Approximately two-thirds of women with a new diagnosis of breast cancer in the United States and northwestern Europe have an early-stage breast cancer, and most have a good prognosis with long-term disease-free survival. National mammographic screening programs have resulted in this improved early detection, saving the lives of millions of women in the industrialized world. However, the lack of such technology and screening programs in nonindustrialized countries may be the cause of high breast cancer mortality in these countries.

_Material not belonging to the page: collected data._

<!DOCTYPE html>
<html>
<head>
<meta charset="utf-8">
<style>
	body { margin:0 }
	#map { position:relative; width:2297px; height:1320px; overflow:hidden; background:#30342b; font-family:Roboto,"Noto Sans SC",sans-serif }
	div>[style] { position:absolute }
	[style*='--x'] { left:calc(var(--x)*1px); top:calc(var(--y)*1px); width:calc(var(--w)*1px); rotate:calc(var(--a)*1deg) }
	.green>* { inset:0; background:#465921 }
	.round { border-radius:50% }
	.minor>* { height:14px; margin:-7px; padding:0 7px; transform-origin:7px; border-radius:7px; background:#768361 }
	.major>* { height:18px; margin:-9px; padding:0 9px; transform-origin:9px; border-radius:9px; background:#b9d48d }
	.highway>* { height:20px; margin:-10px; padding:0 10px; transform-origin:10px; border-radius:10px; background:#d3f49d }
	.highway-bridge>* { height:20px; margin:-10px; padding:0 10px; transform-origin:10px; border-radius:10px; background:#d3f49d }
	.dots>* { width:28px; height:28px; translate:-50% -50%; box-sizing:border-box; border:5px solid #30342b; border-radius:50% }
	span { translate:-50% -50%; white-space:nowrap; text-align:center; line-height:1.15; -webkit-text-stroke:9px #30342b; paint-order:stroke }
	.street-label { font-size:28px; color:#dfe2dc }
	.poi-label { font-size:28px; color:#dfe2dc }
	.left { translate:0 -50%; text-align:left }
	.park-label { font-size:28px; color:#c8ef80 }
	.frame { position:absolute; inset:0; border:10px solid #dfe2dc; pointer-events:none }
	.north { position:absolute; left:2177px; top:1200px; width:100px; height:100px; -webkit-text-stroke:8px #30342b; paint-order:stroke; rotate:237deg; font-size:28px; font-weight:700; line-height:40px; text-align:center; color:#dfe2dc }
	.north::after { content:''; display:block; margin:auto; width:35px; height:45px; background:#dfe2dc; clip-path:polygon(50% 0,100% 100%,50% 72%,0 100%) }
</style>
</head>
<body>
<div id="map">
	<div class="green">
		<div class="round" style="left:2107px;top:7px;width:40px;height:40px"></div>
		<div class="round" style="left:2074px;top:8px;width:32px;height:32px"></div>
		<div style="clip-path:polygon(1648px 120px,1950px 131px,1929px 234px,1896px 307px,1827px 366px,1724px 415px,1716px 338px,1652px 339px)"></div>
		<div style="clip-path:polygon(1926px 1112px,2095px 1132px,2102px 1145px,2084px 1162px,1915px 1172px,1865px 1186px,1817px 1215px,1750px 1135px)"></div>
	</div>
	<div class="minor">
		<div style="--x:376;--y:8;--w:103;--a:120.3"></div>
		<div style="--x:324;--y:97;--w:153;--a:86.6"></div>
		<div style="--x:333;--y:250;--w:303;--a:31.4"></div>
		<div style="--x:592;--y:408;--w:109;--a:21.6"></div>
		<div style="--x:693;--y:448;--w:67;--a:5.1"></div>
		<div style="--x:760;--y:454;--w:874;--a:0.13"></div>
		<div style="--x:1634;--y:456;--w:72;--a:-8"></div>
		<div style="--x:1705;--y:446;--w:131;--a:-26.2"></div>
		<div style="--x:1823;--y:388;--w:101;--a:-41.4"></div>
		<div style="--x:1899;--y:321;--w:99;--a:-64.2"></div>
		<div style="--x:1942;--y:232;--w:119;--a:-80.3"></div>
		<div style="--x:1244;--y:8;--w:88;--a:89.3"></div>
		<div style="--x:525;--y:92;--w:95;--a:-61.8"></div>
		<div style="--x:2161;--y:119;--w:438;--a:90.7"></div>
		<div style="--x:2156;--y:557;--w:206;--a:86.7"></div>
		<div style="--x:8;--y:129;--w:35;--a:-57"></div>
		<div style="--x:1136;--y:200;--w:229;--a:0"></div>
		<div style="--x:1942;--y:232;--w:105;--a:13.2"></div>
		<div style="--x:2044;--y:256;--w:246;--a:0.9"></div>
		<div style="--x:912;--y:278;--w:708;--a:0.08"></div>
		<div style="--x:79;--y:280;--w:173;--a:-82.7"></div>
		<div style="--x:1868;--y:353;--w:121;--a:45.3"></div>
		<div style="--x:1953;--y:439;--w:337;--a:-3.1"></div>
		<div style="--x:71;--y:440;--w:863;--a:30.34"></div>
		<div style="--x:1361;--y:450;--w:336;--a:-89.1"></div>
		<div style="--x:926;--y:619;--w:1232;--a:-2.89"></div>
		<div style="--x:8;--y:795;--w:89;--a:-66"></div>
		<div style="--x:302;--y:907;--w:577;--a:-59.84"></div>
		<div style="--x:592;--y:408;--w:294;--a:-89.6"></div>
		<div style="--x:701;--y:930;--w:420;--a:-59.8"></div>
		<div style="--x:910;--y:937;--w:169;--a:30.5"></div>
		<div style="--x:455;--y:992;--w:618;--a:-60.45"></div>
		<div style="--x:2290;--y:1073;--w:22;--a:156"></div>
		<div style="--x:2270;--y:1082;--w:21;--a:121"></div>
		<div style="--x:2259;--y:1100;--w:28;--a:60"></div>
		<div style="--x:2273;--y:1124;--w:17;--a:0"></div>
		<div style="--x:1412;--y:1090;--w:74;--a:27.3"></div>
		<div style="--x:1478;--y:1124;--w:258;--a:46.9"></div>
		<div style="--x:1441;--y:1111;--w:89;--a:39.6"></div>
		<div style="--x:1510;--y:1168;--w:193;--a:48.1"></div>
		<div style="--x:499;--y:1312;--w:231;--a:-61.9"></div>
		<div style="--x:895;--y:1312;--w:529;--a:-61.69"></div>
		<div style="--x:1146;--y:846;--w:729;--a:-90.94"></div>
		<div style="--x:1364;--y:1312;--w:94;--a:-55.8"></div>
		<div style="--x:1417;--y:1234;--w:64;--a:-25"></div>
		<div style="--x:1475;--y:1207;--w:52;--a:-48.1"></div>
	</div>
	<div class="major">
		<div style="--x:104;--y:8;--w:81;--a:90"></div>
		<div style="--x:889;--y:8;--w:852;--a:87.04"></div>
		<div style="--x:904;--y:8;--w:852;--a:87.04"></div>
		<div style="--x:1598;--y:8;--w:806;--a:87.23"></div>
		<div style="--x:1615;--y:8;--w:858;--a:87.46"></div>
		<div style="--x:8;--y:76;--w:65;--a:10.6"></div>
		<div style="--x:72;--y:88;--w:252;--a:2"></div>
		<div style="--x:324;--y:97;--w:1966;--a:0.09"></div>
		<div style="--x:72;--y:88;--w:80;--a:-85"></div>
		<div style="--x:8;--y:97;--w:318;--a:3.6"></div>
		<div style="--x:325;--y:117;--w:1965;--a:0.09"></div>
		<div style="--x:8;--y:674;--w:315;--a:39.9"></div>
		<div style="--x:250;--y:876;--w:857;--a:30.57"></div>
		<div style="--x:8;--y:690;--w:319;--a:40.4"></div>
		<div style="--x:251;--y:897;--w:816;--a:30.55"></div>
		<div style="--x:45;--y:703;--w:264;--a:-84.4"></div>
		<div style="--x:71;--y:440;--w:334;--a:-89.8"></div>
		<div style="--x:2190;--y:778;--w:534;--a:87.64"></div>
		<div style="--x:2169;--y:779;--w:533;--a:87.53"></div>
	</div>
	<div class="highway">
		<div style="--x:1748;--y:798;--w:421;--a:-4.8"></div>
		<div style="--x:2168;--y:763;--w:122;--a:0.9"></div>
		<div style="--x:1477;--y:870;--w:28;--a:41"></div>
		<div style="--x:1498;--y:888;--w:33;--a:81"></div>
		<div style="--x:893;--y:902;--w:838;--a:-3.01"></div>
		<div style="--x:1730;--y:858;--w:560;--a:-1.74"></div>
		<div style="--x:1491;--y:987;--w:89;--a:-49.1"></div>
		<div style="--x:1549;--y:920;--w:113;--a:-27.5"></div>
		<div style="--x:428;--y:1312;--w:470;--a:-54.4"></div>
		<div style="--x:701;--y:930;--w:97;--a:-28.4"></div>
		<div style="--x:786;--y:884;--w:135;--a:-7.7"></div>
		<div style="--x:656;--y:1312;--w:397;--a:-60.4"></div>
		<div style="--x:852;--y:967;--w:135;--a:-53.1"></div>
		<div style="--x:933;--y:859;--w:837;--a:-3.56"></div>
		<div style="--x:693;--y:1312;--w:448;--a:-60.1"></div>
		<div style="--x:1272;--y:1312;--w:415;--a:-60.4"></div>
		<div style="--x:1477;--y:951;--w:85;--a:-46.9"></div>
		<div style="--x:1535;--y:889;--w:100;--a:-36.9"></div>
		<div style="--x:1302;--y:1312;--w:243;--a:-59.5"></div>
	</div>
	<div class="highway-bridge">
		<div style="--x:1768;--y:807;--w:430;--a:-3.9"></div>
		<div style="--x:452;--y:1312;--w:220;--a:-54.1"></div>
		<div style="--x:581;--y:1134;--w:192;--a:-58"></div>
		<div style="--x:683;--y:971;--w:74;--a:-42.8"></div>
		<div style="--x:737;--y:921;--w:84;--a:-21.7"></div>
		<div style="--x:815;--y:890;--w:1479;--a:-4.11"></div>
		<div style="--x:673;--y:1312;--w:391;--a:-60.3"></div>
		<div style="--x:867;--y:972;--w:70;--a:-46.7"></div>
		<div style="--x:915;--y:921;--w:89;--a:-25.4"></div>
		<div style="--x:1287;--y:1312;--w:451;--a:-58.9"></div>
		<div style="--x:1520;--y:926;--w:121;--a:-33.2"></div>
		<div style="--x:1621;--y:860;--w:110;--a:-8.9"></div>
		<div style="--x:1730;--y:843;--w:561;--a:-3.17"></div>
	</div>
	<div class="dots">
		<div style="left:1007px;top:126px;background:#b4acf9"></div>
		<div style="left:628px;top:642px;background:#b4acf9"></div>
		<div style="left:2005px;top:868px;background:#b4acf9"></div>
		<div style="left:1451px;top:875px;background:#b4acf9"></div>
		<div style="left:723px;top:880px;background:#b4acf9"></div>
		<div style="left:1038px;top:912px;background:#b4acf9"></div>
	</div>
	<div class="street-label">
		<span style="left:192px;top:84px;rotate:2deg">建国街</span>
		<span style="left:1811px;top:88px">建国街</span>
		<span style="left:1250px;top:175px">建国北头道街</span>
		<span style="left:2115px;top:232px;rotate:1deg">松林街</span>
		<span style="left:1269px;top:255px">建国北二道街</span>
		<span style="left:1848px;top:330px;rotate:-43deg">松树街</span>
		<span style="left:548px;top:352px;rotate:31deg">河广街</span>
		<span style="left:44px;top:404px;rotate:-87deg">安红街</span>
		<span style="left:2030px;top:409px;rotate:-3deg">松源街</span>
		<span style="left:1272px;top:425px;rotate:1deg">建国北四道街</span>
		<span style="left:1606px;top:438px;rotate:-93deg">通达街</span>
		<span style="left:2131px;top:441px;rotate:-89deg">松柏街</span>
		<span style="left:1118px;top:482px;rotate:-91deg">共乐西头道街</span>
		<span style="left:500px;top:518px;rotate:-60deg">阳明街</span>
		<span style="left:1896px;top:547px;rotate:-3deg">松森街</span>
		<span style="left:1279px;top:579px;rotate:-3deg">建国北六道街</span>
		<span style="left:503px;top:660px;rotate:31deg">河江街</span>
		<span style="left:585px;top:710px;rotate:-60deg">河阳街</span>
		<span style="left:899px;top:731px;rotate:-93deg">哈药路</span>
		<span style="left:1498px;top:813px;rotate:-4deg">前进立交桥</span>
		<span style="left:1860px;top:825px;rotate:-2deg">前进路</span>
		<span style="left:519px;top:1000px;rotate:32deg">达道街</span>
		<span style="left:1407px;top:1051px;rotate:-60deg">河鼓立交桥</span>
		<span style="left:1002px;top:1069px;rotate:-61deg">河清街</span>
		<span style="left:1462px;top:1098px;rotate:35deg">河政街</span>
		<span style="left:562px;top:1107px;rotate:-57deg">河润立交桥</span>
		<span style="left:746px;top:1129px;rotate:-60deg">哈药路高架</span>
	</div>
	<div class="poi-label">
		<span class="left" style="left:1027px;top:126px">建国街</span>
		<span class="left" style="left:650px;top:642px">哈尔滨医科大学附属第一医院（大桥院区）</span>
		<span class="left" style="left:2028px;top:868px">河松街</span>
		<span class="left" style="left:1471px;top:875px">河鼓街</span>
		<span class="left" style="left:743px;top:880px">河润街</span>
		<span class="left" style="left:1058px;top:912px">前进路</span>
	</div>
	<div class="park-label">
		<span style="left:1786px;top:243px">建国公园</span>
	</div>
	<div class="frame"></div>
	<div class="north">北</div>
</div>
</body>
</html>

Denewer and colleagues’ [1] article in the World Journal of Surgery evaluated whether the surgeon’s clinical breast examination could improve the rate of detecting early-stage breast cancer in Egypt. The authors reported that the mean tumor size in Egyptian women at the time of diagnosis was 4.5 cm, and the median age was approximately 46 years. From a total of 57,500 women aged 25–65 years in the targeted population, the voluntary participation rate for the surgeon’s clinical examination was 10.2%. Abnormal clinical findings were found in 3.2% (191/5900). These 191 women then underwent a second stage of examination that included repeat clinical examination plus ultrasonography and/or mammography. A total of 18 breast cancers were detected using this two-stage approach, and the median tumor size was 1.5 cm. The cost of screening per cancer case detected was approximately $415 (US), and the overall cost of treating a screen-detected cancer was $1015–$1215 (US). The authors concluded that this two-stage screening approach is effective and reduces the cost of managing breast cancer in Egypt.

The study has some limitations. Only 18 breast cancers were detected, and about 90% of the targeted population did not participate. Moreover, given the limitation of the clinical examination (as shown in Western large-scale studies compared to mammographic screening), a large number of Egyptian women with early-stage breast cancer may not be detected by this two-stage approach. However, given the limitations of performing mass screening programs in developing countries, the study by Denewer and colleagues provides an appropriate effort to reduce late diagnosis and death from breast cancer in the real world of developing countries.

Despite advances in screening and treatment in the developed world, many women are still diagnosed at more advanced stages, and a substantial proportion of women with early breast cancer develop a recurrence and die of the disease. The latest research in cancer genetics, genomics, molecular biology, DNA sequencing technology, and translational oncology is focused on personalized risk prediction and individualized primary prevention and treatment. Novel therapeutic strategies aimed at the development of valid biomarkers and highly effective targeted drugs may improve outcomes of patients with breast cancer or other major cancer types [215].